Given dedication, hard work, and a bit of altruism, Registered Dental Hygienists in Alternative Practice not only touch hearts and teeth, but they also touch lives.
by Kristen LeClair, RDH, BA
By now most of us have heard of the California RDHAP. The “Really Dedicated Hardworking Altruistic People” — am I right? I used to think the “AP” stood for “alternative practice” (which, of course, it does), but having spent a couple of days shadowing two incredible women with RDHAP licensure, the acronym clearly holds a different meaning for me today. According to the dictionary, altruism means having the principles or practice of unselfish concern for, or devotion to, the welfare of others. As hard as I try, I cannot see any other reason an individual would be drawn to this side of our profession.
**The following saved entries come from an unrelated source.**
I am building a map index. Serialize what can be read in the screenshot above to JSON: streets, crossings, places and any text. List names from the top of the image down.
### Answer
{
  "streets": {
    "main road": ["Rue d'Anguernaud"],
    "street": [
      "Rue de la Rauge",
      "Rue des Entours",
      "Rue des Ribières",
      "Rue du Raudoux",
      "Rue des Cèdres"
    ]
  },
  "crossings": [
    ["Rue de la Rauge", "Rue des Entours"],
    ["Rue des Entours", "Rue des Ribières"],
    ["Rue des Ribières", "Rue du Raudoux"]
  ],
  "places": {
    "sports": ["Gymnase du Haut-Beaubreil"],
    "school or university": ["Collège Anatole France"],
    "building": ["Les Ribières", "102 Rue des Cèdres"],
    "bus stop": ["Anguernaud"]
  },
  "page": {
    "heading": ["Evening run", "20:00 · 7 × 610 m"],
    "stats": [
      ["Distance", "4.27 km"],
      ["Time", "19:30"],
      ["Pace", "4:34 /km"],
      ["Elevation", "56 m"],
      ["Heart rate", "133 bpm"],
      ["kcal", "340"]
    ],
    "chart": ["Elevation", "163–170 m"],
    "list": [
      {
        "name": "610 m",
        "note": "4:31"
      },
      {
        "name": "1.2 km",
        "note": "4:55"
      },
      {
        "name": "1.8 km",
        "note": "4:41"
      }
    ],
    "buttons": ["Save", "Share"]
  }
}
RDHAPs — Who They Are and What They Can Do
For those in need of a refresher, a Registered Dental Hygienist in Alternative Practice is a dental hygienist who has earned additional education (a bachelor’s degree or its equivalent), worked for at least three years in the field, and completed a program designed to gain licensure to treat those in need of preventive dental services who otherwise wouldn’t have access to care, including seniors, poor, minorities, and other underserved populations (University of the Pacific, n.d.). Many individuals will greatly benefit from these services particularly if they are homebound/bedridden, developmentally disabled, transportation challenged, or in assisted living/skilled nursing facilities. Initially this service required the patient seeking preventive dental services to have a written prescription by a dentist or physician, but as of Jan. 1, 2007, California RDHAPs have been able to treat individuals without this prescription for the first “18 months after the patient’s initial visit” and “once obtained, that prescription is valid for 24 months” (Sarfaraz, L., 2007). Eliminating this barrier of the written prescription altogether would serve to further increase access to care for those in need of an RDHAP.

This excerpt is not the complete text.